Your very nice for taking in her and finding her a home. Feel bad for the poor girl sounds like that guy was in over his head. Hopefully he doesnt go out and replace her. Wish I was closer as I may know someone who could take her..but I would rather you try to find someone closer..less traumatic for her. Sounds like a bit of submissive urination going on...again thanks for helping her!


----------



## ashleylp (Jul 23, 2011)

Thanks! I'll let you know if I don't find someone in the area  I think she will really thrive with the right family.


----------



## ashleylp (Jul 23, 2011)

Bumping up...

Sent from Petguide.com Free App


----------



## MercyMom (Dec 19, 2011)

I wish you the best of luck in finding this dear pup a home.


----------



## cgriffin (Nov 30, 2011)

How is she with potty training at your house now? I bet a lot better with the right care.


----------



## mylissyk (Feb 25, 2007)

You might try contacting rescue groups and see if they would let you foster her but adopt her out through their group, just because they have applications from people with GSD experience.


----------



## ashleylp (Jul 23, 2011)

She is doing so much better than she was... it is really fun to watch her grow and become more and more confident. The first day or two that I had her she peed and cowered every time I walked near her. I would have to open the back door and walk into the yard to get her to go outside, she didn't want to walk past me. She didn't want to come inside the house after going out. The other dogs would approach her but she wouldn't play, would just kind of cower and lay down, submissively.

She is coming out of her shell and is very shepherd-y. Her and Caira run laps in the yard together and I am very excited to say that she actually wrestled with Remy and Caira tonight. She is kenneled when we can't keep an eye on her or when we are gone and at night, and she does well to bark and let us know she needs to go out. So far we haven't had ANY accidents... hmmmm... 
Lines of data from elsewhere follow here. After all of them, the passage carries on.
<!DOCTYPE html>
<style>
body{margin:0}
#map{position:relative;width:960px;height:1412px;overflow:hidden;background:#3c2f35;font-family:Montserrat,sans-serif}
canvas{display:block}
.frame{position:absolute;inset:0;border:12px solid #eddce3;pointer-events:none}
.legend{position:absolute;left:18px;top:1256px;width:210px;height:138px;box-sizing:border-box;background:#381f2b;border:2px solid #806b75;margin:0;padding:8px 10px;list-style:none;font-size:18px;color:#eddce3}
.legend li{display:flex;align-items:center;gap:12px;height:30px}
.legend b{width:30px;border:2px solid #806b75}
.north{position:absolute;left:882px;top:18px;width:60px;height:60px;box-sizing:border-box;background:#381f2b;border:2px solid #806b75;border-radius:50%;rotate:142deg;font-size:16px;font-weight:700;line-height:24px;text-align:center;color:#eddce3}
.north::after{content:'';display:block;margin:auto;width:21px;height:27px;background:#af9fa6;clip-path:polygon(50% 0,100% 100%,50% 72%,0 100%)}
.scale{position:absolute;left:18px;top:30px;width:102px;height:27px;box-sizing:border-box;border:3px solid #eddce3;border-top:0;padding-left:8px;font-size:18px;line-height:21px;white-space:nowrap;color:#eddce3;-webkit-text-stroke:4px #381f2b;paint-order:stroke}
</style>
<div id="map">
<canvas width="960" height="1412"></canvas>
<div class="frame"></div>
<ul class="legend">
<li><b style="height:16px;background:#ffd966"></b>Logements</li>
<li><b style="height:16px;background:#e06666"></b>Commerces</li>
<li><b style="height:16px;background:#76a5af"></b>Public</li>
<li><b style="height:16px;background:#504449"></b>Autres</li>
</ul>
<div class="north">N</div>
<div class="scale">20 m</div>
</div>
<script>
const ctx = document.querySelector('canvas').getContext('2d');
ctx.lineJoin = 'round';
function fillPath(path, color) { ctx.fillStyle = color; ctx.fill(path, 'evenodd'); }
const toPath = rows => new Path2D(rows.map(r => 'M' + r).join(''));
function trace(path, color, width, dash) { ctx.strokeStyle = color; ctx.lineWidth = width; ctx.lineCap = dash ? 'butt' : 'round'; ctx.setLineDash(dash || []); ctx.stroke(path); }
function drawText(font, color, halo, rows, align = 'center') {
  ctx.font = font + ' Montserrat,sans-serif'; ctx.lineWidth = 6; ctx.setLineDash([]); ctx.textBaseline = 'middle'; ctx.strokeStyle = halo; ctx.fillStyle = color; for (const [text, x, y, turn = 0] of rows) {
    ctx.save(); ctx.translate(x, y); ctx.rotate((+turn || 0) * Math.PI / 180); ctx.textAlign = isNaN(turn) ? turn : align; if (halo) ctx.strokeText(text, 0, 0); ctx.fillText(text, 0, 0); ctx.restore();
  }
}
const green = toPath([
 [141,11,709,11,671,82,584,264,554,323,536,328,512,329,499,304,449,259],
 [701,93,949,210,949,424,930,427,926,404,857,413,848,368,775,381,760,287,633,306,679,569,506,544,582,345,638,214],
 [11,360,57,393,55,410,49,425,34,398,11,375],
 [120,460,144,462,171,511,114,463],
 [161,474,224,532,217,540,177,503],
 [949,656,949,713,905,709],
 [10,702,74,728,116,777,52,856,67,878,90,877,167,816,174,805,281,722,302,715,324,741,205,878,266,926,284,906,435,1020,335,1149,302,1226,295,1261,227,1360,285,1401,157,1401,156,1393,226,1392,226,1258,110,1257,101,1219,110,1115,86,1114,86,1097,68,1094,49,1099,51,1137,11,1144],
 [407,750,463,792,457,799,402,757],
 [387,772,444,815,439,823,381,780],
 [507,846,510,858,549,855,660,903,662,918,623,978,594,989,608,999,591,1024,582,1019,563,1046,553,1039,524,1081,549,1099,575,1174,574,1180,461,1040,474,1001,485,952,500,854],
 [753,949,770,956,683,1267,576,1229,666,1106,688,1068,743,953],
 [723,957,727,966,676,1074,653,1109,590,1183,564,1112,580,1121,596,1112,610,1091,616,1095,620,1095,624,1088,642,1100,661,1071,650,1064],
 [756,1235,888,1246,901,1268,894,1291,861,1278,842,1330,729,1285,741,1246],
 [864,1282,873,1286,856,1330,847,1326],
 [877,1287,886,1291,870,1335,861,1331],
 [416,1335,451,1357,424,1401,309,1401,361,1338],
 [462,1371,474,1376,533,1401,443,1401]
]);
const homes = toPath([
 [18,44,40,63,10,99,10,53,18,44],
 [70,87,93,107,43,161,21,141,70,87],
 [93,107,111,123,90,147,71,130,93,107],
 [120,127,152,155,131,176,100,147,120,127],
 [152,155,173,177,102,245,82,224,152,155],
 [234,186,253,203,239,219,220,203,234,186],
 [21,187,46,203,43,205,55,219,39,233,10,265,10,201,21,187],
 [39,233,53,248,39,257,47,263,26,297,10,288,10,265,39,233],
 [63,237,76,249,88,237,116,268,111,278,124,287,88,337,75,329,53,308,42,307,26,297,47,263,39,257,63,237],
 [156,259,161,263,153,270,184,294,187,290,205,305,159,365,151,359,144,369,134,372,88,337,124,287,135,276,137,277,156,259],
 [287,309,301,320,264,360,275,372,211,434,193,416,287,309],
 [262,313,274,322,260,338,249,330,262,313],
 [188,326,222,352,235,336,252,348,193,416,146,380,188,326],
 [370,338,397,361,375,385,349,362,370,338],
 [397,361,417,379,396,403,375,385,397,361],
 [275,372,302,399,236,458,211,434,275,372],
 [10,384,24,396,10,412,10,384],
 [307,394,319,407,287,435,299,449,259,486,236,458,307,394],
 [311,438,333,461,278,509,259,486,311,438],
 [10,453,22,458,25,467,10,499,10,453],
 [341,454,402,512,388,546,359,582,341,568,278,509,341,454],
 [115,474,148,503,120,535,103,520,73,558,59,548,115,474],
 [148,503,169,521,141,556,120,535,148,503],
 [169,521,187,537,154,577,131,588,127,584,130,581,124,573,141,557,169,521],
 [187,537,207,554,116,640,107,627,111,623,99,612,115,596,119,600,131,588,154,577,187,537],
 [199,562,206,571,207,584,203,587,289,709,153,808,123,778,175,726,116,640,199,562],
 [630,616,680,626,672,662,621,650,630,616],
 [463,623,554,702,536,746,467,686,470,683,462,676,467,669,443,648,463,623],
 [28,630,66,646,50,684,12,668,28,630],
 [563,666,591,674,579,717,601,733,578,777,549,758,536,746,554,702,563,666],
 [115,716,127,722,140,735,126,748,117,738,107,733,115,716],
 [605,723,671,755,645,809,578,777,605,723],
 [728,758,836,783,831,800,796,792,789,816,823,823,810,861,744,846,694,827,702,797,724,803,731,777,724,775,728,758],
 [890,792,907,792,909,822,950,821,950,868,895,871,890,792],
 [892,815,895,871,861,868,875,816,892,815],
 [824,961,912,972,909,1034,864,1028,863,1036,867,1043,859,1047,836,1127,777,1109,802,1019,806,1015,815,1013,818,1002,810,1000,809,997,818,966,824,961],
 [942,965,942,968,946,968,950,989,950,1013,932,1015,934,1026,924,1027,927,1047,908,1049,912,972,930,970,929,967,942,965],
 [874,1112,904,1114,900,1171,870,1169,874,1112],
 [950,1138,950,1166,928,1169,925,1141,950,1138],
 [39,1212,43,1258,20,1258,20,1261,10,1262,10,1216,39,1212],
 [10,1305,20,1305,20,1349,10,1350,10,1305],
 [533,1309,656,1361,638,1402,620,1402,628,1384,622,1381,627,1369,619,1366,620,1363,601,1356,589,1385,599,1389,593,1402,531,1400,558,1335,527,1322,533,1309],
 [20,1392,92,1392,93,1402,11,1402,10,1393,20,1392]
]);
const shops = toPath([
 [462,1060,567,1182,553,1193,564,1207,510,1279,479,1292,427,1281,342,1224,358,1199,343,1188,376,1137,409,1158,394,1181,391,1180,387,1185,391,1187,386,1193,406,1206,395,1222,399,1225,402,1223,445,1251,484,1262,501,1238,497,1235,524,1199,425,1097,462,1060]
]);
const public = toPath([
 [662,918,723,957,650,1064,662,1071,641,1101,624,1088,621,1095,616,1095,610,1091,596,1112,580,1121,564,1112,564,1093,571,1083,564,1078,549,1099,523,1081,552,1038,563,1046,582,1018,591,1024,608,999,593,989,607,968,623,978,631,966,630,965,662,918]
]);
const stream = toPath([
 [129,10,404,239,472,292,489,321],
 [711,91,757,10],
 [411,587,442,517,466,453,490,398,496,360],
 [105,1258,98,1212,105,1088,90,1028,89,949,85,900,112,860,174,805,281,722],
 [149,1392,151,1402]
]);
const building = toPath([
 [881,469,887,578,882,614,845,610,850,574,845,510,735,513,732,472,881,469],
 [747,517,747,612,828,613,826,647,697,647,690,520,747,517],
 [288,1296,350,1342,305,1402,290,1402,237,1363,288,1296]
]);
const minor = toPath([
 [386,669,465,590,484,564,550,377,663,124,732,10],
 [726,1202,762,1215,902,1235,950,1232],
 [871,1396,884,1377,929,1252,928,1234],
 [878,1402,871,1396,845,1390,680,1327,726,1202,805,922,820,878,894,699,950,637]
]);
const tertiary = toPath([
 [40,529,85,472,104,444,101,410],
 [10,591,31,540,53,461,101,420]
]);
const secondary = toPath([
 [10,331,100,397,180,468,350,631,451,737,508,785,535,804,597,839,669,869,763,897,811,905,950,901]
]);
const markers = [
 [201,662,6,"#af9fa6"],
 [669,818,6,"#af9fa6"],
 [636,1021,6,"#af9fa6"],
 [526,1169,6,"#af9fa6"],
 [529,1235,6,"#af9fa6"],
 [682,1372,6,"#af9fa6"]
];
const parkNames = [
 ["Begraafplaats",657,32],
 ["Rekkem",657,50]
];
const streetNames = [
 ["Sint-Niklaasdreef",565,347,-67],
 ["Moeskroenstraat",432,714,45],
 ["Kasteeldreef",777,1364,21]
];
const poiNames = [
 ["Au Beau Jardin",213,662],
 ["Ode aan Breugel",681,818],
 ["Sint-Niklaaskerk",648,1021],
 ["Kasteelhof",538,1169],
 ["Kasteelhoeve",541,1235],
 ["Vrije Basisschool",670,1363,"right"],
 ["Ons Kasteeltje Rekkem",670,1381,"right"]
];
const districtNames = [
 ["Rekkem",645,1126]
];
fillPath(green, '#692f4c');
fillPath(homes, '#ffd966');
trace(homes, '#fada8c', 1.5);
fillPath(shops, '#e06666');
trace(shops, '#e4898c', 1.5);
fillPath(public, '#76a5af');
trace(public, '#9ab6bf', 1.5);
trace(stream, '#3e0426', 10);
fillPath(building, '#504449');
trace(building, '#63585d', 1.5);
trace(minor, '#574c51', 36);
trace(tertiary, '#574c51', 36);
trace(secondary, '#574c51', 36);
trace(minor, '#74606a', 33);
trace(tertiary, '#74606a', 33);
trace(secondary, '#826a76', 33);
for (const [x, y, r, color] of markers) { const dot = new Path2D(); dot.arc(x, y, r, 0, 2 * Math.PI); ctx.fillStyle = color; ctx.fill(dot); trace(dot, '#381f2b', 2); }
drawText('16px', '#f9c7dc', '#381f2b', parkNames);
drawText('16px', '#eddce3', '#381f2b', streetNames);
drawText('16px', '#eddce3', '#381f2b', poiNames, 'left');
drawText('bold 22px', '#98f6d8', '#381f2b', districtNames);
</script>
Tonight we worked on sit, down, and place. I wanted to brush her so I grabbed her collar to hold her still... big mistake. She cowered and bolted, I had to coerce her back to me. We worked a lot on me touching her collar while giving treats, loving on her around her neck, etc. She will give me kisses now, she wouldn't before.

I have no doubt that with the right family she will be wonderful. We have a friend who is very interested in her as a companion for their other, very confident dog. I think it would be a good fit for her. I haven't been putting a lot of effort into marketing her because I'd like for her to get more confident and get some training before I send her on her way. Caira, who is very alpha bitch, is a good leader for her and does a good job at teaching her boundaries. Now that she is wrestling Caira keeps her from overdoing it. Caira also places herself between me and Sheeba when she jumps on me, and corrects her. Remy is a good match for her as well... she took to him much quicker than she did to Caira. He is laid back and lets most anything happen to him, so she felt more confident trying to play with him than with Caira in the beginning. We have a little dog in boarding that Sheeba seems to really like as well, but she can get a little rough without meaning to.
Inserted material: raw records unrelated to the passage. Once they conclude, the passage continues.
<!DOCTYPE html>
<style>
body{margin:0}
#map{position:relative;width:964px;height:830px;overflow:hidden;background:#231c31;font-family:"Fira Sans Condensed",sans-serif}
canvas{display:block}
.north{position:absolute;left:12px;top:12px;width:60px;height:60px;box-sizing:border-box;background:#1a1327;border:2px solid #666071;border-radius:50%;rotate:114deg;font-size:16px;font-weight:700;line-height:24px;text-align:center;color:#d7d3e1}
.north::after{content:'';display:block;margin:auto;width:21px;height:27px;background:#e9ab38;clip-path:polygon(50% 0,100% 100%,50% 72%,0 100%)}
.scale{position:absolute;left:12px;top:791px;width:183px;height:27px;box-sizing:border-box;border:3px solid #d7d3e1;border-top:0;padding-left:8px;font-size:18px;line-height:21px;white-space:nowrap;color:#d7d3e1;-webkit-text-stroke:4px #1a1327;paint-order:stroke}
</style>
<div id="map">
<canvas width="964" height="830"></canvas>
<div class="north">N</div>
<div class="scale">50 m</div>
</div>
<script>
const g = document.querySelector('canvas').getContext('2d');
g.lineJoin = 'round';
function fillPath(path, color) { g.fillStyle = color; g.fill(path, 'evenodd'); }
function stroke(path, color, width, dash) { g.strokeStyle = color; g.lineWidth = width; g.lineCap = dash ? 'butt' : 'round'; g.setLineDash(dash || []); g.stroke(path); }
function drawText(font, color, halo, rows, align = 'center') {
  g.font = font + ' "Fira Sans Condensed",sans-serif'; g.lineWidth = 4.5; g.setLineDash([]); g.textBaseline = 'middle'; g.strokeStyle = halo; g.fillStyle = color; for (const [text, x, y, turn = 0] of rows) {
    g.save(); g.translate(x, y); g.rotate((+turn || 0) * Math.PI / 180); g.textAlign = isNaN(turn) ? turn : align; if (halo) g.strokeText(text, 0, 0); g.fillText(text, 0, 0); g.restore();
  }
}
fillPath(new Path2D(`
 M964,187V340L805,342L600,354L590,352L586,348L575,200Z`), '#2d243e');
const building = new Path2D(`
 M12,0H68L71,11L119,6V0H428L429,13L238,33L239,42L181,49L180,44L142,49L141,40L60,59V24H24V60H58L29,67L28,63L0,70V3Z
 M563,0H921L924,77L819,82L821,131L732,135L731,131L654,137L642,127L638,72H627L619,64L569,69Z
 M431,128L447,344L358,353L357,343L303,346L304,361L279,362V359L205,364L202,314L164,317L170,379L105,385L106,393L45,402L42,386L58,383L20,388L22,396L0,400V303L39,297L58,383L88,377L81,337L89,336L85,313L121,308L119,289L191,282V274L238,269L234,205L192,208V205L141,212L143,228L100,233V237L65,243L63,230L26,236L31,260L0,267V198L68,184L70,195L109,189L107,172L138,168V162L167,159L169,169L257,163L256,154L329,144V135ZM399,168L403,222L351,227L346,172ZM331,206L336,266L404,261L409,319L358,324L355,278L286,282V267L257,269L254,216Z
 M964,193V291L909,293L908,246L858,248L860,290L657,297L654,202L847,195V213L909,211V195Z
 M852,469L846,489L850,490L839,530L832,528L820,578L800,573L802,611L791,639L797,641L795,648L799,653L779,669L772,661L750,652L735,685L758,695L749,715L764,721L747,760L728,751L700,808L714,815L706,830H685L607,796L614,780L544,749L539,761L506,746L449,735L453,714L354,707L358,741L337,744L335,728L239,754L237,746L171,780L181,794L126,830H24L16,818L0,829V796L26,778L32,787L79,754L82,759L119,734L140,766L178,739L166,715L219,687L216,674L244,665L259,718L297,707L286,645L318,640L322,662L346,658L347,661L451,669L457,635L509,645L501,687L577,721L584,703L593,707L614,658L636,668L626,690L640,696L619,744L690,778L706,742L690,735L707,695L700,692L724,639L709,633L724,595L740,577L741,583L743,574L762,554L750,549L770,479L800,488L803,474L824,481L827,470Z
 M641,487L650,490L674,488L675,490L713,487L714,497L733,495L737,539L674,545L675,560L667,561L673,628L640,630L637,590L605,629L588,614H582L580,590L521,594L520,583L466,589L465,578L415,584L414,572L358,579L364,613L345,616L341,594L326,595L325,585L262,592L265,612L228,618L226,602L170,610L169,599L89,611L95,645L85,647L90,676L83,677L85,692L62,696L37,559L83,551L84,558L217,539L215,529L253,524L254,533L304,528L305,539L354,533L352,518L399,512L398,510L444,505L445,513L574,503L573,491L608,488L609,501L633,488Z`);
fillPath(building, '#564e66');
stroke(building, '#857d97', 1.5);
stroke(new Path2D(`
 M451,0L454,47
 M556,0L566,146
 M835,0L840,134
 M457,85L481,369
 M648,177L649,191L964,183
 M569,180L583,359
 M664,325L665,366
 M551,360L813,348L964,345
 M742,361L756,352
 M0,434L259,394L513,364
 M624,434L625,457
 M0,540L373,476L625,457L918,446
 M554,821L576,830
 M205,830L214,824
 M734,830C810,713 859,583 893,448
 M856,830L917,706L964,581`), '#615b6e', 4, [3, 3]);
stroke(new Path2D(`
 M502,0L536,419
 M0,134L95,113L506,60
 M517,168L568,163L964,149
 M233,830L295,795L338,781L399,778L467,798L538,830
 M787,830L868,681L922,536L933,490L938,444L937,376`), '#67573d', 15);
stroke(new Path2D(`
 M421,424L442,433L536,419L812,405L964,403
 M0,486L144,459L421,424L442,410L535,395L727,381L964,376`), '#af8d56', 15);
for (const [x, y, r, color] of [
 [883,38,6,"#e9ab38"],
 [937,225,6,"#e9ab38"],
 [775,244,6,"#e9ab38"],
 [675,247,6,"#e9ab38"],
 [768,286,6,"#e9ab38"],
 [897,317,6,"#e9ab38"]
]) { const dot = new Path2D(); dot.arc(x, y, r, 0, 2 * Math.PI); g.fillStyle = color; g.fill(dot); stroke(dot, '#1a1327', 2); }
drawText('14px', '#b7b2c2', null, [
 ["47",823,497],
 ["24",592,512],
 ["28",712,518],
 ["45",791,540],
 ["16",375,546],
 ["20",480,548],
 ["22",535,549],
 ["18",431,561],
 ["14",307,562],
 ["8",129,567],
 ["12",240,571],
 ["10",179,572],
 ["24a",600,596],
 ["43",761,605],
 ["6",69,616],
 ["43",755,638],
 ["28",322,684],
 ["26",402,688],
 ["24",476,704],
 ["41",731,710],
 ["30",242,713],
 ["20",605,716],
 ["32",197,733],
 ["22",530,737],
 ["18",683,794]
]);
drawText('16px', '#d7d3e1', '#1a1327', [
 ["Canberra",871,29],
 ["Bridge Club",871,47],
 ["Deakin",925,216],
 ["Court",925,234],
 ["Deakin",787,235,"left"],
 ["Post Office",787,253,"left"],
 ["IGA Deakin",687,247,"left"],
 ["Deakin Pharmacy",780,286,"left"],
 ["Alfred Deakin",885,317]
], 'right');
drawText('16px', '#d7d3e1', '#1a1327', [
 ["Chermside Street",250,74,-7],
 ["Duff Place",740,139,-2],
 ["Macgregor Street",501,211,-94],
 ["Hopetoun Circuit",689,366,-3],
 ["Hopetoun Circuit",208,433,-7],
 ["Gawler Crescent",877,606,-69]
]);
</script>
She is a great dog but it isn't the right time to add another canine member to our family. We have discussed and human babies are the next step... then when we get past the terrible toddler years we will consider getting another puppy. In the meantime we will keep fostering and helping when we can.


----------



## CAROLINA MOM (May 12, 2009)

She's a beautiful GSD pup.


Have you thought of maybe getting her matched up with a Vet that is in need of a Service Dog?

Best of luck finding her a home.


----------